Suppose I have string of the format [0-9]+[a-zA-Z]. For example,
100M20K28U10K is one such string.

I want to extract the number before say a English letter, for example,
'K' or 'U' in this example. What is the best way to do in awk?

[Kenny McCormack]

In article <204d7e4c-7ff9-4597...@y7g2000vbe.googlegroups.com>,

I think this will get you started:

split(str,A,/[A-Z]+/)

Or you might even be interested in FPAT (present in TAWK forever, now
available in GAWK flavor as well!)

--
Faced with the choice between changing one's mind and proving that there is
no need to do so, almost everyone gets busy on the proof.

- John Kenneth Galbraith -

[Ed Morton]

On 11/9/2011 3:46 PM, Peng Yu wrote:
<snip>

> Suppose I have string of the format [0-9]+[a-zA-Z]. For example,
> 100M20K28U10K is one such string.
>
> I want to extract the number before say a English letter, for example,
> 'K' or 'U' in this example. What is the best way to do in awk?

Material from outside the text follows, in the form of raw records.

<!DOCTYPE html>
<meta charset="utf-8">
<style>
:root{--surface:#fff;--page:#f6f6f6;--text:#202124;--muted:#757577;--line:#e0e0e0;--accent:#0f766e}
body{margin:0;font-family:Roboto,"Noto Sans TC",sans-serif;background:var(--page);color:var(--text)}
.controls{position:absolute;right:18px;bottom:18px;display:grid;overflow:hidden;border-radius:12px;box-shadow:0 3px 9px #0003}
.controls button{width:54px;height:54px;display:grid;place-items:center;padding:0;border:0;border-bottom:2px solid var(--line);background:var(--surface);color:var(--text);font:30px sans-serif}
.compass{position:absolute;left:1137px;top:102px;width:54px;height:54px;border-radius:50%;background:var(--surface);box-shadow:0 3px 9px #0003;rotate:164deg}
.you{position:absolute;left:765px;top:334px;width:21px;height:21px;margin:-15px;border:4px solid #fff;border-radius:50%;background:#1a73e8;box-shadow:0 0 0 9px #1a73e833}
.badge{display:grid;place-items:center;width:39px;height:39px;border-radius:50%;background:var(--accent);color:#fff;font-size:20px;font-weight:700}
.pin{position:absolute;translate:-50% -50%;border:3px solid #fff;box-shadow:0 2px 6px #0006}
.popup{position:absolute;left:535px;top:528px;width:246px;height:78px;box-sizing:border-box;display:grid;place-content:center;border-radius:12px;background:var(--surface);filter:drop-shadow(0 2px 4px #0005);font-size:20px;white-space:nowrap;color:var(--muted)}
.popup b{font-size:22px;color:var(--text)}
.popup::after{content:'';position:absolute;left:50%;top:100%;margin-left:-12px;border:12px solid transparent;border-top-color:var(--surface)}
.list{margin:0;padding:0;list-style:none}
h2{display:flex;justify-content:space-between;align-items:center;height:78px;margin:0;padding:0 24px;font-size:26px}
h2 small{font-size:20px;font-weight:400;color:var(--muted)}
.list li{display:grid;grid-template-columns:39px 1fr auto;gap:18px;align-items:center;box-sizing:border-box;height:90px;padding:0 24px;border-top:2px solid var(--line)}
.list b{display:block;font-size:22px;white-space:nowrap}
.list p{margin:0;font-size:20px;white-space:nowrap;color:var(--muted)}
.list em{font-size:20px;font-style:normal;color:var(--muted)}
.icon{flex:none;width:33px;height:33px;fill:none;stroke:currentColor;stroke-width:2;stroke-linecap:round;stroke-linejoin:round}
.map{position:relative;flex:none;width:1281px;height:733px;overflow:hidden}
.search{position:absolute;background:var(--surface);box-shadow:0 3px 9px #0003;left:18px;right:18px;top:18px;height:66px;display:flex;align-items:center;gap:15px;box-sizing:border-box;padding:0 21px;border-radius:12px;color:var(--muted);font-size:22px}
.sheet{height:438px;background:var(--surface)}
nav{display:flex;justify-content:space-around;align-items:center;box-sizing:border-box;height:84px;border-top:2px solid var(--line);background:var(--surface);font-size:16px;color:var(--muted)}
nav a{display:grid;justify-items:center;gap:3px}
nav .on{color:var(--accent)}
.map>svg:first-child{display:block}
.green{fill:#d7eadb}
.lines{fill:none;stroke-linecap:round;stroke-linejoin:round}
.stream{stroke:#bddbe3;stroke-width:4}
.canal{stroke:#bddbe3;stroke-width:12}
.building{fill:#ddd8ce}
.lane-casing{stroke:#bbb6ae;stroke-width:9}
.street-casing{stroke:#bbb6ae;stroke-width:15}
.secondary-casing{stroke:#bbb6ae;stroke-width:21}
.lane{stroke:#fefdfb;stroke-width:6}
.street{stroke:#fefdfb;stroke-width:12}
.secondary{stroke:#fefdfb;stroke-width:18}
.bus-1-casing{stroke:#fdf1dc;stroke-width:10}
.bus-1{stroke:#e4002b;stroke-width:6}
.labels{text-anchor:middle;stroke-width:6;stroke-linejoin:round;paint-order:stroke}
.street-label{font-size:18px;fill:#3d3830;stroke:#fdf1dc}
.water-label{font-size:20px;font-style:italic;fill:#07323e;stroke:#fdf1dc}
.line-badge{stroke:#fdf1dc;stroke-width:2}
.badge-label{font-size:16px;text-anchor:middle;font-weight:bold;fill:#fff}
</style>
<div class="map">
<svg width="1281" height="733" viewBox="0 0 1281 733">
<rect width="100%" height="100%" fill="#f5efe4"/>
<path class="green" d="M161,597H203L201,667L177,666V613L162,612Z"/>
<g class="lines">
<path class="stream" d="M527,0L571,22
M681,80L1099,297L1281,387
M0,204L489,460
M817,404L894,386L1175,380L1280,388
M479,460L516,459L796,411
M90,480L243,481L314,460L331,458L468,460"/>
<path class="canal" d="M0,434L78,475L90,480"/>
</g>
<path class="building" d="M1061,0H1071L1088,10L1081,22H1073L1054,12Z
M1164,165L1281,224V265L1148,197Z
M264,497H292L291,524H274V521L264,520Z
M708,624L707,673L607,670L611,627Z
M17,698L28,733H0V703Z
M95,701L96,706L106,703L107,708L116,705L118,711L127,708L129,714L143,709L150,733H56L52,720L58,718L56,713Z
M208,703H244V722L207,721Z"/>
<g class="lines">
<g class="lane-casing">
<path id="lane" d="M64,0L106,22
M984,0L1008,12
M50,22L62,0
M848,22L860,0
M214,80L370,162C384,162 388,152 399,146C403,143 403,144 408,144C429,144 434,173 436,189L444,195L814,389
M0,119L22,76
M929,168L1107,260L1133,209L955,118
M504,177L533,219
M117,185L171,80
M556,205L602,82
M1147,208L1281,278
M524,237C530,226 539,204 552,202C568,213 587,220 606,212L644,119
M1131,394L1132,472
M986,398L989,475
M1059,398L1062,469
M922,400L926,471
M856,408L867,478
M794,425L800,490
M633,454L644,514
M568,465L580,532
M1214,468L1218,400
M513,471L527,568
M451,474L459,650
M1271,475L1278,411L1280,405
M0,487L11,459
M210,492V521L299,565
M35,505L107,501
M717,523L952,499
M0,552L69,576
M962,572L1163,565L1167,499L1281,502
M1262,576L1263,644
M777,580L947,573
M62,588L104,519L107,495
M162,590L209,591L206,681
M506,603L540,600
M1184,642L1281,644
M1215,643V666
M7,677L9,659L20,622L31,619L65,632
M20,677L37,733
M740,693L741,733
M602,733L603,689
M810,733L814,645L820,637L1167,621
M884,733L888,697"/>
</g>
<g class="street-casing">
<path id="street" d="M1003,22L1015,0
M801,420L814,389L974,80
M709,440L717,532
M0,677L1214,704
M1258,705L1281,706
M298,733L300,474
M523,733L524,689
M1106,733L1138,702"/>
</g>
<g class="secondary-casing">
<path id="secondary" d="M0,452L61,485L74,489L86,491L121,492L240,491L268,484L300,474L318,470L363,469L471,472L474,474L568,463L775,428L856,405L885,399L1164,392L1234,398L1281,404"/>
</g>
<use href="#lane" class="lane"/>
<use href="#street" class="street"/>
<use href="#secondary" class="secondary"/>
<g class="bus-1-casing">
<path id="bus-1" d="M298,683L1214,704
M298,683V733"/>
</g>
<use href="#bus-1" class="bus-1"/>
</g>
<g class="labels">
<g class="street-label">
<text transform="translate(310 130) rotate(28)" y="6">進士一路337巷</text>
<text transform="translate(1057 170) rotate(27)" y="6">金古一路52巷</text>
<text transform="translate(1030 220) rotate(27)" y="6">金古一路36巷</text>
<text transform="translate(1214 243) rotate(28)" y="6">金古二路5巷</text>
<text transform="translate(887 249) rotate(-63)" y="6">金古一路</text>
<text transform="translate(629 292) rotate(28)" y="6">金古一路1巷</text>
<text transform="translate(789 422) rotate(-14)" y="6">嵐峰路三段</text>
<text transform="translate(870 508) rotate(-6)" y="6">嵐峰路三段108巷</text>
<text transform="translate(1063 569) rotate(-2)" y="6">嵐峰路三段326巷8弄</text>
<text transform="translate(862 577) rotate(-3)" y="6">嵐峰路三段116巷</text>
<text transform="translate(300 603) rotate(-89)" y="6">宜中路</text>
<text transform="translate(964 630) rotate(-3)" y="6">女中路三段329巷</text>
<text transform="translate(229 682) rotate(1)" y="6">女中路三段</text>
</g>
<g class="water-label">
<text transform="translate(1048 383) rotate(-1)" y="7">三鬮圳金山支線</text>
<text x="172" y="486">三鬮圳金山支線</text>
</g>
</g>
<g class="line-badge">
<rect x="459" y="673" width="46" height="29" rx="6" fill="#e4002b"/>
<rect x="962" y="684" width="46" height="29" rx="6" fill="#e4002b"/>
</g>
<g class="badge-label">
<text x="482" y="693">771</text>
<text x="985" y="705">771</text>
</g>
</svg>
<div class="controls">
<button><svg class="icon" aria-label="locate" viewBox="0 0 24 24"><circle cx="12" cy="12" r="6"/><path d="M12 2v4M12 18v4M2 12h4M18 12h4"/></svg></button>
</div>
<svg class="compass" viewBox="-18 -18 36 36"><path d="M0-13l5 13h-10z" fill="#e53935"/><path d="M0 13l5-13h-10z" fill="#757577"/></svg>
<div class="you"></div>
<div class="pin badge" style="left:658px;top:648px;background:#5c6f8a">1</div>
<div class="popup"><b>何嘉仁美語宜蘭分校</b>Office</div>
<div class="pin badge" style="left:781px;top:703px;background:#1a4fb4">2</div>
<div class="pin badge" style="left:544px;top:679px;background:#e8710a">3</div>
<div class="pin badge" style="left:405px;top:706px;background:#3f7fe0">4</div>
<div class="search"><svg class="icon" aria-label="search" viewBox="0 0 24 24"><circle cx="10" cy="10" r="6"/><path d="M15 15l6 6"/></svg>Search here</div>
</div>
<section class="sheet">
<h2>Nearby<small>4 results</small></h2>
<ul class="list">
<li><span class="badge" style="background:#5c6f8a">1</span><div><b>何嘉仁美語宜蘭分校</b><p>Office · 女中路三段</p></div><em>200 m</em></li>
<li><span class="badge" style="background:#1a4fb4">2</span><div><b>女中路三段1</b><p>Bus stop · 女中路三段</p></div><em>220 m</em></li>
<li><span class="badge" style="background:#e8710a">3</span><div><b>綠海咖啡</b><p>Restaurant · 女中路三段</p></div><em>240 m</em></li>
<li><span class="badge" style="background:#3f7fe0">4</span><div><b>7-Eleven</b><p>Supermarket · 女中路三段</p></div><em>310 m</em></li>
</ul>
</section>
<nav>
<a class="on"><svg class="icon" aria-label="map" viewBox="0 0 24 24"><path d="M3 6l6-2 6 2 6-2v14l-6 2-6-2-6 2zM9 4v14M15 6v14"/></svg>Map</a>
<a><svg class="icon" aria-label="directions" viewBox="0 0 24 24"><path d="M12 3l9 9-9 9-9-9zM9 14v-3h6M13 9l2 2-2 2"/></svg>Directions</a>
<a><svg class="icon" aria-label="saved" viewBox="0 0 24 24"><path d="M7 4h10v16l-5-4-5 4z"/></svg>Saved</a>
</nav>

I don't know if it's the BEST way as there are alternatives, but one way is:

$ cat file
100M20K28U10K

$ awk -v let="K" 'match($0,"[[:digit:]]+" let) {
print substr($0,RSTART,RLENGTH-1)}' file
20

$ awk -v let="U" 'match($0,"[[:digit:]]+" let) {
print substr($0,RSTART,RLENGTH-1)}' file
28

There's also:

$ awk -v let="K" '{ sub(let ".*",""); sub(/.*[[:alpha:]]/,"") }1' file
20

$ awk -v let="U" '{ sub(let ".*",""); sub(/.*[[:alpha:]]/,"") }1' file
28

Of course those just get the number before the first occurrence of a letter.
Maybe you want all of them? Then one way would be:

$ awk -v let="K" '{ n=split($0,a,let); for (i=1; i<n; i++) {
sub(/.*[[:alpha:]]/,"",a[i]); print a[i] } }' file
20
10

It all depends what you want...

Regards,

Ed.

[mic...@gortel.phys.ualberta.ca]

Peng Yu <peng...@gmail.com> wrote:
>
> Suppose I have string of the format [0-9]+[a-zA-Z]. For example,
> 100M20K28U10K is one such string.
>
> I want to extract the number before say a English letter, for example,
> 'K' or 'U' in this example. What is the best way to do in awk?

Try

echo 100M20K28U10K | awk -F "[a-zA-Z]" '{print $1, $2, $3, $4}'

Also

echo 100M20K28U10K | awk '{print $0 + 0}'

will print '100' due to a way which awk, by definition, converts
strings to numbers. You can use that in a loop.

Michal

[waja...@gmail.com]

Lookaround still make a significant usage if you were on the single line command thing such as processing a pipe data in bash, whereby using match() will give unnecessary length of command strips.